The severity of trismus can be assessed with measurement of interincisal mouth opening. As the severity of fibrosis increases there is progressive reduction in the mouth opening, which not only affects the speech but also occlusal chewing efficiency of the patient thereby making patient more debilitating.

The next criteria considered for scoring is the severity of fibrosis. The fibrosis sets the base for all the symptoms we come across, so there is need to understand its extension. In initial mild fibrosis, symptoms are insignificant while they become more aggressive as fibrosis advances. So we scored fibrosis into three different grades.

In severe cases of oral submucous fibrosis there is marked trismus, which adversely affects the patient from the point of view of his regular diet and nutrition. Secondarily this leads to imbalanced food intake, various nutritional deficiencies, restricted or completely immovable buccal mucosa and other oral tissues make difficulty in maintaining oral hygiene, loss of vascular supply to the involved region and hyperplastic or dysplastic changes may lead to malignant changes in the mucosa. Presence of other premalignant conditions makes mucosa more prone to undergo dysplastic changes.

Taking into consideration four factors i.e. mouth opening, involvement of site and its number, severity of fibrosis and malignant changes if any, a new scoring index was proposed to decide the stage and severity of the disease. Depending upon the particular score, five different groups have been set according to the disease progression. We used these staging criteria in treatment and set a new algorithm in the management of oral submucous fibrosis.
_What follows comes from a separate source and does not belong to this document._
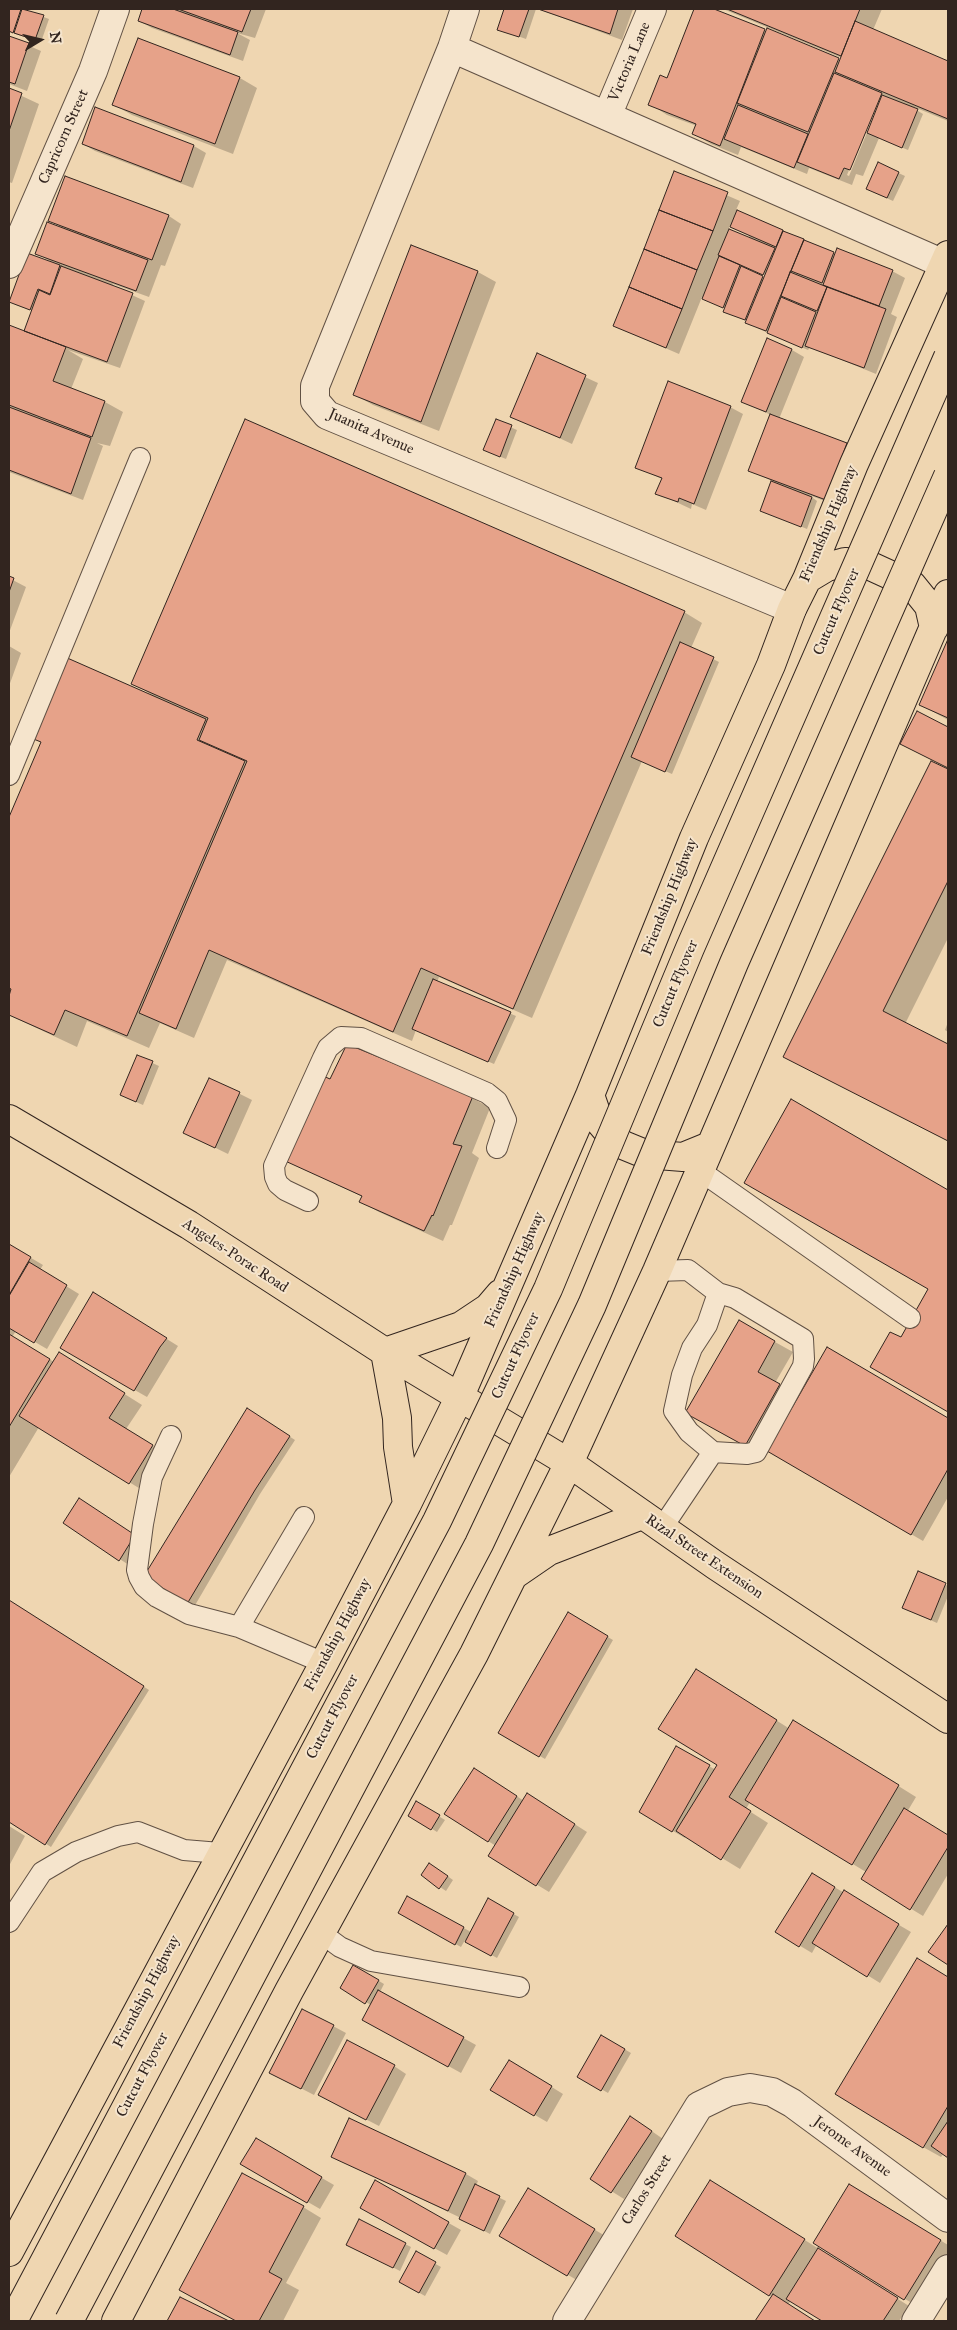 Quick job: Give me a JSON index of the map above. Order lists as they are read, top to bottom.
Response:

This study included 100 patients who were divided into five groups. All the patients were followed up for 2 years on regular basis. Of these 100 patients, Group I (score 1–3) 39 patients were treated with topical triamcinolone ointment thrice a day and multivitamin supplements containing of lycopene, beta carotene, alpha carotene, lipoic acid and minerals like zinc and selenium. Satisfactory increase in mouth opening of about 3–4 mm within 6 months was noted. In Group II, 30 patients (score of 6–7) were treated with intra-lesional submucosal injections of triamcinolone acetonide (40 mg) and hyaluronidase (1500 IU) [10] with 2 % xylocaine at intervals of 15 days for 3–4 months in the affected areas. An average increase of mouth opening by 6–7 mm was observed in 6 months. Group III (score 9–10) and Group IV (score 11–12), 27 patients were treated with surgical management. In this surgical management, patients were treated by surgical intervention in the form of fibrotomy to remove fibrous band, bilateral coronoidectomy, extractions of all third molars. Nasolabial flap or buccal fat pad was used to cover the fibrotomy defect. In about 90 % of the cases satisfactory result with increased mouth opening and improvement in chewing was observed. In Group V, 4 patients were treated with radical surgery consisting of excision of the lesion using safety margin as well as neck dissection, without any recurrence for 2 years follow up.

This particular study is based on the proposed OSMF scoring index system. As treatment depends upon various staging, it gives uniform approach which is more effective as it involves all sites of the oral cavity. This scoring index system provides 5 stages and particular treatment for each stage helps to decide the particular treatment for better result and better prognosis.

This study shows that it is very effective to classify patient progress and severity of the disease with the scoring criteria mentioned above. This scoring criteria is used to implement different treatment options available effectively. So we are proposing an OSMF scoring index for staging of the oral submucous fibrosis and treatment algorithm according to the scoring index for prompt and effective treatment. This will help us to diagnose, control and manage this worldwide spreading disease more effectively with proper understanding and satisfactory results.